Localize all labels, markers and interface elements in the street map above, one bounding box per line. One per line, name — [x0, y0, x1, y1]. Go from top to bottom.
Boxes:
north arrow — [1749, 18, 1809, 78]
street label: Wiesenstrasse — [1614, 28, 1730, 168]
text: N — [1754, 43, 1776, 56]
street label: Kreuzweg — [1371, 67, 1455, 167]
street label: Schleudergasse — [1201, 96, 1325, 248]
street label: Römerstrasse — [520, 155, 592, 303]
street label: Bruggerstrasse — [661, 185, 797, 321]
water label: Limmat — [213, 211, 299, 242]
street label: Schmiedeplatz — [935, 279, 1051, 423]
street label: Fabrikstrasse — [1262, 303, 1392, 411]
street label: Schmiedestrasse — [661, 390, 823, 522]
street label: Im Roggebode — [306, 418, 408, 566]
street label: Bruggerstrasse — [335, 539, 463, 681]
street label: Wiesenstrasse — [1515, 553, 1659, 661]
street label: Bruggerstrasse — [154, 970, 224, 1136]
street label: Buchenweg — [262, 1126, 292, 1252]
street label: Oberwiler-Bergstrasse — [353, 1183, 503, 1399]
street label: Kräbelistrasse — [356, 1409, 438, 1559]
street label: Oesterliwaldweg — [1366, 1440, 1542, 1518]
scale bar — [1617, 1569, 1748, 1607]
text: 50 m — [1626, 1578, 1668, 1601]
----
• _How to complete this task_: Set down the material above in full, keeping each line exactly as it is.

• _Response for this exercise_:
Localize all labels, markers and interface elements in the street map above, one bounding box per line. One per line, name — [x0, y0, x1, y1]. Go from top to bottom.
Boxes:
north arrow — [1749, 18, 1809, 78]
street label: Wiesenstrasse — [1614, 28, 1730, 168]
text: N — [1754, 43, 1776, 56]
street label: Kreuzweg — [1371, 67, 1455, 167]
street label: Schleudergasse — [1201, 96, 1325, 248]
street label: Römerstrasse — [520, 155, 592, 303]
street label: Bruggerstrasse — [661, 185, 797, 321]
water label: Limmat — [213, 211, 299, 242]
street label: Schmiedeplatz — [935, 279, 1051, 423]
street label: Fabrikstrasse — [1262, 303, 1392, 411]
street label: Schmiedestrasse — [661, 390, 823, 522]
street label: Im Roggebode — [306, 418, 408, 566]
street label: Bruggerstrasse — [335, 539, 463, 681]
street label: Wiesenstrasse — [1515, 553, 1659, 661]
street label: Bruggerstrasse — [154, 970, 224, 1136]
street label: Buchenweg — [262, 1126, 292, 1252]
street label: Oberwiler-Bergstrasse — [353, 1183, 503, 1399]
street label: Kräbelistrasse — [356, 1409, 438, 1559]
street label: Oesterliwaldweg — [1366, 1440, 1542, 1518]
scale bar — [1617, 1569, 1748, 1607]
text: 50 m — [1626, 1578, 1668, 1601]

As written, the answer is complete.